Gary Opit, Brunswick Heads
Warren Kennedy is perfectly correct when he writes that large numbers of species have gone extinct since life began on this planet and that we should always try to minimise our effect on other species.
Scientists have estimated that up to 10 species every year naturally go extinct every year. Almost all of them are tiny invertebrates, and that most species survive for millions of years. Animals and plants large enough to see generally do not go extinct unless struck by major catastrophic events, both planet-wide and regional.
Periods of time when there were relatively few major extinctions were 75 million years, 113 million years, 37 million years, 148 million years and 66 million years in that order.
It was after these events that evolution speeded up, as surviving species evolved to fill the gaps in the planet’s ecological systems and scientists estimate that it took between 15 to 30 million years each time before the health of the Earth’s atmospheric, oceanic and terrestrial organs had stabilised.
Regional events have caused some extinctions as sea levels rose or fell, slowly decreasing habitat or allowing immigrants to invade new territories often outcompeting the original residents.

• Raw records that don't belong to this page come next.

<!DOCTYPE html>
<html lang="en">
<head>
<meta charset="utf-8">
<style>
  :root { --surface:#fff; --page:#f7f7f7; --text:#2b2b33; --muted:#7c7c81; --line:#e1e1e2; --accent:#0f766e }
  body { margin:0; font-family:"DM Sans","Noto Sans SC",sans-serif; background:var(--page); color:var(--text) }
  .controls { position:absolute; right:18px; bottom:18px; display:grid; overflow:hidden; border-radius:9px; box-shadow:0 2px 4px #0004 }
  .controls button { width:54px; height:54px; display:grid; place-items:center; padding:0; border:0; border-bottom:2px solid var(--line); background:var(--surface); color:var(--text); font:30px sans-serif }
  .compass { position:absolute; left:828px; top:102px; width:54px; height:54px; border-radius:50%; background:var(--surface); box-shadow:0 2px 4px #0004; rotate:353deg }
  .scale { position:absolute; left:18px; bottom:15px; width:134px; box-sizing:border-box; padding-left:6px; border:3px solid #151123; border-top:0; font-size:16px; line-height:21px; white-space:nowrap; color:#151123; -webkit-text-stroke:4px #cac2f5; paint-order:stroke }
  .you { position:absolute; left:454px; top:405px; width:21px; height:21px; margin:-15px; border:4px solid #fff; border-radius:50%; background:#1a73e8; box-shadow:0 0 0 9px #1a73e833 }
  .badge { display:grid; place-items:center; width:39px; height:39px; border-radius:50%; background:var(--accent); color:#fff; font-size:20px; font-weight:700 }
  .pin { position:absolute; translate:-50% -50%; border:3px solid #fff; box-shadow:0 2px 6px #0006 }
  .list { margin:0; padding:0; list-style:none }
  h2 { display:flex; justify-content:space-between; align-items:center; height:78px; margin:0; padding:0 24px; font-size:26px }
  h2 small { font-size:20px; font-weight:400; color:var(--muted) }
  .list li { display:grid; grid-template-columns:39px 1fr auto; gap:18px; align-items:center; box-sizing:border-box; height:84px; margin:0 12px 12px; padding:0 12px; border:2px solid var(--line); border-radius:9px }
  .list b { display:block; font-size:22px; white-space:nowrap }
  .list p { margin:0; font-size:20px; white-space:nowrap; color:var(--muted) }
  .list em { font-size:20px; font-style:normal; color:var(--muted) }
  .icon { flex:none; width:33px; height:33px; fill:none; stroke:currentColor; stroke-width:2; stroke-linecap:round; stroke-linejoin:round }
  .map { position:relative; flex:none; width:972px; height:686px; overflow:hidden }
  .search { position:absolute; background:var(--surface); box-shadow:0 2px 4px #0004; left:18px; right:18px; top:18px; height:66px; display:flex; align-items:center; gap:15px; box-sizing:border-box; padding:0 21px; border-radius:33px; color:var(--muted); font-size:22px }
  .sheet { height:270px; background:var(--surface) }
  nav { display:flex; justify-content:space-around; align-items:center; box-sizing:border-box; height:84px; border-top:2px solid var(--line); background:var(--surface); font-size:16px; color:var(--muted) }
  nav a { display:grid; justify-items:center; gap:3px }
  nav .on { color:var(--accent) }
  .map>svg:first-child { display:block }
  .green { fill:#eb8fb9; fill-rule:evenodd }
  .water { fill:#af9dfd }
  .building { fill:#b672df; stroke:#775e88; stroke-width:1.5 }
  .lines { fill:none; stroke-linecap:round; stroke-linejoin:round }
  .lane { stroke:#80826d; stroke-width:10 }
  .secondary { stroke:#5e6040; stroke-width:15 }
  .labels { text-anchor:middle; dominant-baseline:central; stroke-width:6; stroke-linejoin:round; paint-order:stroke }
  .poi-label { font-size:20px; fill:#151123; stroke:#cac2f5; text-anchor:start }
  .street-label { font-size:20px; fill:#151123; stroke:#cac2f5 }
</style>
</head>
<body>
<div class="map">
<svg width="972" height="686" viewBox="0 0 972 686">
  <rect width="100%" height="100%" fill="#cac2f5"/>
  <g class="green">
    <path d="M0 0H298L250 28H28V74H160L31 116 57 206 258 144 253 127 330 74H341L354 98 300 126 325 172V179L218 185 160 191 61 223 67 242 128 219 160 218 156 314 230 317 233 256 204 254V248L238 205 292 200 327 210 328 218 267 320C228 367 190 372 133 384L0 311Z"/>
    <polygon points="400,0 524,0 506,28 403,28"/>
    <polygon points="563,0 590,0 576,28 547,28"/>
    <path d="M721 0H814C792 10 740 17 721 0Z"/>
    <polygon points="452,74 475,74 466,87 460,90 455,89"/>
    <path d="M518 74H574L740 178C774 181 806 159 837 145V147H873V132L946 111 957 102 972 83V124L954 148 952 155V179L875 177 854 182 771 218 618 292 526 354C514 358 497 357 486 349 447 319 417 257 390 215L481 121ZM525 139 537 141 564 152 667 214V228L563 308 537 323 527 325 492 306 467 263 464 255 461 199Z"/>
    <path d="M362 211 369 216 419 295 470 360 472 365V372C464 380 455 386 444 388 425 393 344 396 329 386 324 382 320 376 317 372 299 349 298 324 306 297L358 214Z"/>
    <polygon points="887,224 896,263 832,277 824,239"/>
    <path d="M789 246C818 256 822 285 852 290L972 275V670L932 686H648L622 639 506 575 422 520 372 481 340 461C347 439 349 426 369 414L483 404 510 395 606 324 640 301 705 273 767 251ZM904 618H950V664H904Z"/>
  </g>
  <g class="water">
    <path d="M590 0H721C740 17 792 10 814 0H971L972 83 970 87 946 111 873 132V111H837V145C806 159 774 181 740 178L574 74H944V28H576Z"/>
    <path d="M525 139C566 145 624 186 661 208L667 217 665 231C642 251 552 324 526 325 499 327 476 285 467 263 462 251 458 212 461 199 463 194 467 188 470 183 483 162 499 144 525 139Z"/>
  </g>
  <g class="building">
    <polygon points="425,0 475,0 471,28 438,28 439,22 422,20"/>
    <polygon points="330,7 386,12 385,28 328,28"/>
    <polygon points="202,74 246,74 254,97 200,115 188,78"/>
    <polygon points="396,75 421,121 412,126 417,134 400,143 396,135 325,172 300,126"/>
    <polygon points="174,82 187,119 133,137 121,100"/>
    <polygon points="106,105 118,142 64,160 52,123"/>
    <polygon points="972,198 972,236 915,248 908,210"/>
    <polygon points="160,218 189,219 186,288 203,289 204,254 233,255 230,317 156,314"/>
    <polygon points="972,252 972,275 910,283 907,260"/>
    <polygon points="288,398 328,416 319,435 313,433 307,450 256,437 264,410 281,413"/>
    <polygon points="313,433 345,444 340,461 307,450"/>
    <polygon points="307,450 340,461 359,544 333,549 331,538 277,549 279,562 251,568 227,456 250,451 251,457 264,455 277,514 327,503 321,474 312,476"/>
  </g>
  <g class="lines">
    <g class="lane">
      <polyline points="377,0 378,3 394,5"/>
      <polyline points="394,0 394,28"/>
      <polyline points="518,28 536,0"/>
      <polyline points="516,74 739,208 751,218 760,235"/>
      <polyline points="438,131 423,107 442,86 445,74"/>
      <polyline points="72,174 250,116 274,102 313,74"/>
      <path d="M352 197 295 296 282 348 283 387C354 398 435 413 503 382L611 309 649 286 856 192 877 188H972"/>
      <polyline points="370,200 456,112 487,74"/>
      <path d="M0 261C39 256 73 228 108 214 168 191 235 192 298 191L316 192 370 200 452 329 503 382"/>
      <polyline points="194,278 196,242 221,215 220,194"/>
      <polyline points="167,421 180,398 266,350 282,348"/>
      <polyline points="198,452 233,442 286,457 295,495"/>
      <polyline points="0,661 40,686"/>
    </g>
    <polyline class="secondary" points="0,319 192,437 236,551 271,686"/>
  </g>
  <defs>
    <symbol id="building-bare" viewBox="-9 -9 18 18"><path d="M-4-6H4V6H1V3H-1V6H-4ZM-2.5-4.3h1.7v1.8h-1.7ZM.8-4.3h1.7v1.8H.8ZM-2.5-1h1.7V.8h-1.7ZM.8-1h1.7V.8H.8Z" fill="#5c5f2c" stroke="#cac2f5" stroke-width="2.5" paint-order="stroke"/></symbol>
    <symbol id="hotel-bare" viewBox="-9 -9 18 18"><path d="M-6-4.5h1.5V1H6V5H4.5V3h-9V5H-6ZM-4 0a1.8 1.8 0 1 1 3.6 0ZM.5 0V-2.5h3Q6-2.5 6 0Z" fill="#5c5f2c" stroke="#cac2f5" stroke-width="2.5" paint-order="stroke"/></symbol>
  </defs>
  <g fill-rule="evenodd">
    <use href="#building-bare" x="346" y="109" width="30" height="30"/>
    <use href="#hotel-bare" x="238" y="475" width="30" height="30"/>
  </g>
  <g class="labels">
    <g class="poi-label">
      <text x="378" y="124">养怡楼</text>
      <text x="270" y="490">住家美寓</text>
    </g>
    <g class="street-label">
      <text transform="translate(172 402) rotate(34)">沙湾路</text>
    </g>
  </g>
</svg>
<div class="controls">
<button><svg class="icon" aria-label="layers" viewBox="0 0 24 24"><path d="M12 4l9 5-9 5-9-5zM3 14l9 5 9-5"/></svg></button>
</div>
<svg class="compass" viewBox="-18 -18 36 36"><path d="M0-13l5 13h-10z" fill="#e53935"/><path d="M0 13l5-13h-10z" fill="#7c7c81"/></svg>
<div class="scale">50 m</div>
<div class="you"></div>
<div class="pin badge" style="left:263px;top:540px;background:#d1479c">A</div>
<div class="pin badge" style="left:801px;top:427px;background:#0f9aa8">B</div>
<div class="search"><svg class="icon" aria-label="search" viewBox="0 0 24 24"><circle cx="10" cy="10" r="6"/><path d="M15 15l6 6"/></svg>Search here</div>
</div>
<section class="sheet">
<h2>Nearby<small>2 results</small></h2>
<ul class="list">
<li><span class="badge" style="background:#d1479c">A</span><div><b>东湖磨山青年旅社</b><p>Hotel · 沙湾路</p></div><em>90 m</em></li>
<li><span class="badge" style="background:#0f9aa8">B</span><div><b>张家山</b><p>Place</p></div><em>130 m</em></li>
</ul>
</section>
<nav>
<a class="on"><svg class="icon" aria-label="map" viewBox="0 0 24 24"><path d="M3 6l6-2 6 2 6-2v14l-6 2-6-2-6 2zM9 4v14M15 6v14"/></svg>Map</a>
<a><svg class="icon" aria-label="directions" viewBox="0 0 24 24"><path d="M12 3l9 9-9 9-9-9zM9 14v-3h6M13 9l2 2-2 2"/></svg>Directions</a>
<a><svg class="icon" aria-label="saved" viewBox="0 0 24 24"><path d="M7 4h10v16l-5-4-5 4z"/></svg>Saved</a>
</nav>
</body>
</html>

Scientists estimate that humanity is now exterminating 1000 species a year and many of these are key species, essential for the maintenance of the planet’s life support systems.
Species most at risk are often the most successful and populous as they depend on the stability and health of the ecosystems in which they are embedded. Which is why I believe that humanity is highly endangered, being a species dependent on enormous food and energy resources from a collapsing biosphere caused by biodiversity extinctions.